警察の調査でも結局、子供の行方は判らなかった。私は妻と子供を同時に失ったよ
うなものだ』
私が彼女の夫のメモを読み終えると、冷たい笑みをLは見せた。
「つくづく馬鹿ね、Oは」
Oというのは、私たちが彼女の夫に対してあたえた記号である。
「で、それがどうしたの?」
私はLを見つめる。Lは嘲笑の仮面をつけていた。彼女の心の底は読むことができ
ない。しかし、私は直感的に彼女の心の深いところで激しい動きがあることを感じと
っていた。
「私は、本当のことが知りたい」
「本当のこと?」
「真実だよ。この日いったい何が起こったのか。この時起こったことは一体なんだっ
たのか。現象ではなく、真実が知りたい」
Lはくつくつと喉の奥で笑う。
「真実を知りたいですって。いいことばね。あんたにしちゃ、上出来よ」
ふっと、Lが真顔になる。
「いいわ、教えてあげる」
その時、雷が鳴った。
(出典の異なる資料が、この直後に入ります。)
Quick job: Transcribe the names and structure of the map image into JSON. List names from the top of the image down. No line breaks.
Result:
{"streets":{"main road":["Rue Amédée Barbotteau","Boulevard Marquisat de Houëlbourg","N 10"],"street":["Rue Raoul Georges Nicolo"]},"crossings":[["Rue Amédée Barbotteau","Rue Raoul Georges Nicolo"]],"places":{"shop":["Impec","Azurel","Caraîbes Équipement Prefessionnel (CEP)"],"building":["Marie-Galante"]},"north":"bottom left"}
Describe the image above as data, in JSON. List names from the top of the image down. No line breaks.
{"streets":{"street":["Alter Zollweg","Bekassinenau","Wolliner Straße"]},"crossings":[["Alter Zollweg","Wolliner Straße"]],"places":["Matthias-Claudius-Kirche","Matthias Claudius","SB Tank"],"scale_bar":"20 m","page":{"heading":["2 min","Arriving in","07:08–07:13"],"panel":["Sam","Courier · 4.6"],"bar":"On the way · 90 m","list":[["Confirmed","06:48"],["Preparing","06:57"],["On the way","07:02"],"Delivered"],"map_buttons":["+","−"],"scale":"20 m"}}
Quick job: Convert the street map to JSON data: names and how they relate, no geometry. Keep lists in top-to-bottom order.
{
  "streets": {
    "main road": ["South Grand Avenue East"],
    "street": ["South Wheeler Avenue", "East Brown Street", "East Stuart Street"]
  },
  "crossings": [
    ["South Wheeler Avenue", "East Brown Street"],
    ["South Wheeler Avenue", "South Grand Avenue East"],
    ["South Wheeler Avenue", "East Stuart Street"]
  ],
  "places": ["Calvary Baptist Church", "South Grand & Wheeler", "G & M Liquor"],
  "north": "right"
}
窓が無い部屋のためよく判らないが、結構近いところに落ち
たようだ。彼女の表情は凍り付いている。
「あの時ね、闇が落ちてきたの」
「闇が落ちる?」
「そう、闇の司祭が私の前に降臨した。あの夜。黒い魔法の夜。魔物たちが吹き出し
て、世界を支配したあの夜。私は、闇に、呑まれた」
Lの言葉から、抑揚が失われた。まるで機械で合成されたような、少し甲高い声で
Lは語る。
「落ちてきた闇に呼応して、私の内側からも闇が吹き出した。魔物はどこかから来た
訳では無くて、私の中から現れる」
雷が再度鳴る。Lの体が震えた。私は少し不安を感じたが、彼女の深層が表出し始
めている今、中断するわけにはいかない。
「闇が落ちてきたといっているのは、事件のおきた日の夜、君のご主人のOが帰って
くる前におきた停電のことを言っているのかい?」
Lが答えようとしたその瞬間、激しい雷鳴とともに部屋が闇につつまれた。それは
Lが言ったように闇が落ちてきたという表現が相応しい出来事だ。
闇の中で、Lが悲痛な叫び声をあげる。私はドアを開け、Lを、いや、藤崎さんを
部屋の外へ出した。
その日は、結局そのままロールプレイを中断するしか無かった。